Matusik and Fitza also found that flexibility is crucial for both specialist and generalist funds, particularly regarding early-stage investments. High portfolio diversification in early-stage investing generated the highest IPO success rate at over 40%, with more flexibility in the early stages and more success than their less adaptable counterparts. 





 In early-stage investments, high diversification (i.e., being more generalist) proved advantageous, allowing firms to adapt to market cycles. For late-stage investments, the impact of diversification on performance was less significant. They also found that firms co-invested with other VCs could achieve similar performance outcomes without needing high diversification, as co-investors contributed additional industry knowledge. Performance results can be manufactured by partnering with a mix of specialist and generalist investors. For this reason, founders are often encouraged to diversify their cap tables to include a mix of generalist investors, who bring wide networks and broad industry knowledge, alongside specialist investors, who offer targeted insights and valuable, niche-specific connections. 


Why We Choose the Generalist Path

At Redbud VC, we have seen the advantages of a generalist approach flourish at the earliest stages. By choosing to be a generalist, we’re keeping our eyes open for the best talent, building solutions wherever they might emerge, whether in fintech, proptech, sustainability, or an area not yet fully defined. It’s not just about being flexible; it’s about having the curiosity and humility to say that the next billion-dollar company might come from a place we hadn’t anticipated.


The advantages of being a generalist at the early stages are abundantly clear. The ability for us to have exposure to a comprehensive set of founders building in diverse industries helps increase the chances we invest in a generational company. As a small fund, we leverage the networks and expertise of each of our team members to help us replicate some of the advantages that a specialist firm has. Where we can’t, we help our portfolio companies source funds that can be the specialists on their cap tables. 

Given our ability to be adaptable as generalists, our team explores different industries or verticals where we want to find opportunities to build or deploy capital. For example, digging into challenges community banks face led to our investment in Braid’s Pre-Seed Round, and investigating sleepy areas in prop-tech led us to incubate Village.  

As we work towards building a VC brand from Middle America, Redbud is adopting our approach to investing with a prepared mind, equipping us to recognize and support outlier founders in whatever they are building. 

In Summary 

  • Generalist investors excel in adaptability and have unparalleled flexibility positioning themselves to seize opportunities across sectors as they emerge, a crucial advantage in early-stage investing.

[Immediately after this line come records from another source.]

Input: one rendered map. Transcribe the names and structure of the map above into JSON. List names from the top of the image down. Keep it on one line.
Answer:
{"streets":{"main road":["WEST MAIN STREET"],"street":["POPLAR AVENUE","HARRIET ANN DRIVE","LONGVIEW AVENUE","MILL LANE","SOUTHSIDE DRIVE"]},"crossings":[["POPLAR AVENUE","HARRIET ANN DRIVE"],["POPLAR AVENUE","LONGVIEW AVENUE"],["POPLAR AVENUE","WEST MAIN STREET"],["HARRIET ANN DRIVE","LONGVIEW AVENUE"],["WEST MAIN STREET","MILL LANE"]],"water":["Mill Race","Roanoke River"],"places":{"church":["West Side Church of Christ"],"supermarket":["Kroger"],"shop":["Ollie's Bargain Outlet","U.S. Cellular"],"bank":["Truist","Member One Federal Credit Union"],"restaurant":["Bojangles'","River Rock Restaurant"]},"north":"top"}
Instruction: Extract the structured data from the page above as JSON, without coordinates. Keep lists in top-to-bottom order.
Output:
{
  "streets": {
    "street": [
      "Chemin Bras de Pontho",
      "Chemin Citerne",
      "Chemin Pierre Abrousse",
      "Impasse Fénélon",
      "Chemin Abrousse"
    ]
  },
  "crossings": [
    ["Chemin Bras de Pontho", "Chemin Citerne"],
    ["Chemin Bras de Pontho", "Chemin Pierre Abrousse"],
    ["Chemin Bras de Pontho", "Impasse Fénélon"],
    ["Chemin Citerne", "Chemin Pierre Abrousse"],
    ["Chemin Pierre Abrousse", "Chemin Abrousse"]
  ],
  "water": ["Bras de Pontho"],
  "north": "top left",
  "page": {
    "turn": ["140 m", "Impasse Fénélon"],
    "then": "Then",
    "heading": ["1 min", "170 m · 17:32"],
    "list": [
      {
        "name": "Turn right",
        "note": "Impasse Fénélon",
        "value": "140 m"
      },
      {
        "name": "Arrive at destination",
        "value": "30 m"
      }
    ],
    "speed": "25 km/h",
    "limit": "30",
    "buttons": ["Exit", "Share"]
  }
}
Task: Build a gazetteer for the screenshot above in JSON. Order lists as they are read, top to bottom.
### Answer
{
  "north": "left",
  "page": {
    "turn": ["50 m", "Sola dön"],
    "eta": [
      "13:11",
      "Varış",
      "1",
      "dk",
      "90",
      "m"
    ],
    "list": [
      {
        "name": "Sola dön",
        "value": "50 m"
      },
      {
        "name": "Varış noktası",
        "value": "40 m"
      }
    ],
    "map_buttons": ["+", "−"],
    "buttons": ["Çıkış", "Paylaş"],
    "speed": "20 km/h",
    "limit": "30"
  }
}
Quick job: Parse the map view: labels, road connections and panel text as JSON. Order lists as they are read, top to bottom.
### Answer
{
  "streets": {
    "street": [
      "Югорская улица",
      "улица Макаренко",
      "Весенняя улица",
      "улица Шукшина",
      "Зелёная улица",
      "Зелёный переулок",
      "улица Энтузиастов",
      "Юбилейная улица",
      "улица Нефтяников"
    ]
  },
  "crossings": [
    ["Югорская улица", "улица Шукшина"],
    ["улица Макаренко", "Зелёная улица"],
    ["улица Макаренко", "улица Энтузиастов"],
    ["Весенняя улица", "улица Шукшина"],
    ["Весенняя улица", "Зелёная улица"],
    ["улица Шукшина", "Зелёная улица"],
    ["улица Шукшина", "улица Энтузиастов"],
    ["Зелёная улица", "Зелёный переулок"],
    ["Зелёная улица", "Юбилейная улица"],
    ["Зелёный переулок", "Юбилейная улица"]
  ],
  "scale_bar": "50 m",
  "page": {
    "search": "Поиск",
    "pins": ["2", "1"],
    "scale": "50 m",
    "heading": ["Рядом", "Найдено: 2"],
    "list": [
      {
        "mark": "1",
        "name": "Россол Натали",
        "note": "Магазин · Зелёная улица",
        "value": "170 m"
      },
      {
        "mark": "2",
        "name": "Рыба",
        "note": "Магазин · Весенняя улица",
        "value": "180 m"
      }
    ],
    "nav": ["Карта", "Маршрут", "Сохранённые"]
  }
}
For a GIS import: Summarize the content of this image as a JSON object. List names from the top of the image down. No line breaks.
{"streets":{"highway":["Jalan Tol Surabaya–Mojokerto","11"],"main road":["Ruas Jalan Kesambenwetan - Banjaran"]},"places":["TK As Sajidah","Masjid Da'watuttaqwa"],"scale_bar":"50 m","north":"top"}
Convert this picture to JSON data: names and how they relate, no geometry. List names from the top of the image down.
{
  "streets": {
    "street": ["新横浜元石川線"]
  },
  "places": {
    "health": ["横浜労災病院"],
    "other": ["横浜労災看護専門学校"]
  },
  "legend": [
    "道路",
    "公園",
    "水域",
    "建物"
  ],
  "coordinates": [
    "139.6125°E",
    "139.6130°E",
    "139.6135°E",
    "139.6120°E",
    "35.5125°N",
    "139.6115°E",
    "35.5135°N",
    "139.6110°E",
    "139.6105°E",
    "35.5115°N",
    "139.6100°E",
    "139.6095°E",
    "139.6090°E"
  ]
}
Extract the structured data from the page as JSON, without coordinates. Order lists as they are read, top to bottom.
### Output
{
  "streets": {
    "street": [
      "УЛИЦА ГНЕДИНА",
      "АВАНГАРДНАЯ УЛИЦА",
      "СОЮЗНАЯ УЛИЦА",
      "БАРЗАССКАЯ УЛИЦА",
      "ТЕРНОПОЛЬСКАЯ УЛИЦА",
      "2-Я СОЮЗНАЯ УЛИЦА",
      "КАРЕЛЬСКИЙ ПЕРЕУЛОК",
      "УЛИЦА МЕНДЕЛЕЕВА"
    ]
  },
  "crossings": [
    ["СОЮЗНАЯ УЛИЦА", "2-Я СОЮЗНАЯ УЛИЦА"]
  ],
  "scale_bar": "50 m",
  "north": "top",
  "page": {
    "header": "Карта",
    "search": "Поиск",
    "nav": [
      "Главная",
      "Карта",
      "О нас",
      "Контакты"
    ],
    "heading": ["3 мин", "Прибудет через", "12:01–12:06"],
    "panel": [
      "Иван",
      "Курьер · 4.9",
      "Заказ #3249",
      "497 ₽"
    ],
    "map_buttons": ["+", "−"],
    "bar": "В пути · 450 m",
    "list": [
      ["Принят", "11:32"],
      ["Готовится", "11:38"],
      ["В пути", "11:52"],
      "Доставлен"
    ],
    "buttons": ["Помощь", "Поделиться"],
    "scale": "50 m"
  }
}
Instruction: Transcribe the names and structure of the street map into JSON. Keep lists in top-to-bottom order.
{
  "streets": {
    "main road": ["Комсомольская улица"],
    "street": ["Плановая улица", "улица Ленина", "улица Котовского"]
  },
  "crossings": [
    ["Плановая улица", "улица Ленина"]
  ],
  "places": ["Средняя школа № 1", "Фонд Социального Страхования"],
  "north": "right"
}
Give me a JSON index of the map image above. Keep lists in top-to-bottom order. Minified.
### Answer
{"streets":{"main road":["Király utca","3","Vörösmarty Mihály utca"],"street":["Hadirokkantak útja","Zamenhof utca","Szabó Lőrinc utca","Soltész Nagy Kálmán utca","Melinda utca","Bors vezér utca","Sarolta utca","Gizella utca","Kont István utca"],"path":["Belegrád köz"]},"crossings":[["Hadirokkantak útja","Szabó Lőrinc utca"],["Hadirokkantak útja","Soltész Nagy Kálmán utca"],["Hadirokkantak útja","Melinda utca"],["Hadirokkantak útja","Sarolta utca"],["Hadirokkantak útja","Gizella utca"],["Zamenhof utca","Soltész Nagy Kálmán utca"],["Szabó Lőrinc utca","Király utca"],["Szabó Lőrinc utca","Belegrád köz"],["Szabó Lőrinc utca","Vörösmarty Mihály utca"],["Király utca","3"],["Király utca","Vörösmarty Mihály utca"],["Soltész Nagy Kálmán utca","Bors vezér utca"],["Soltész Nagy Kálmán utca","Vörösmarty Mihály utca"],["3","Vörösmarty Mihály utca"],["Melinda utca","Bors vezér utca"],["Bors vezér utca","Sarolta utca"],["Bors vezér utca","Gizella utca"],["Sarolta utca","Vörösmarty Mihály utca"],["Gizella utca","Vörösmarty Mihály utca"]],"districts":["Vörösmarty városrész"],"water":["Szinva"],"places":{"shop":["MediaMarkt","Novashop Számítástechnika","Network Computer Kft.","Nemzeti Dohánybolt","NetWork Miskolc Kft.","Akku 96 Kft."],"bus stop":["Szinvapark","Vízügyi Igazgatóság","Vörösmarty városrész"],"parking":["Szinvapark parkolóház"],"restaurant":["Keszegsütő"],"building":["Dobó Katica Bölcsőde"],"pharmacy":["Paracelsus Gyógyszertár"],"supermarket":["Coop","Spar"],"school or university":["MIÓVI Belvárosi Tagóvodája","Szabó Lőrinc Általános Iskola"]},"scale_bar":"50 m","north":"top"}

  • With a broad knowledge base, generalists can identify cross-industry patterns and insights, often uncovering unique investment opportunities that specialists may overlook.

  • Specialist investors with deep industry expertise and networks can bring high conviction and rapid decision-making within their focus areas, often providing highly targeted support to portfolio companies.

  • Studies reveal that generalist funds perform on par with specialists, challenging the notion that deep industry focus is necessary for strong returns.

  • In early-stage investing, diversification and flexibility have been linked to higher success rates, while specialization can enhance performance in later-stage investments.

  • Redbud VC embraces a generalist strategy, valuing adaptability, wide-ranging networks, and a prepared mindset to identify and support exceptional founders across various sectors.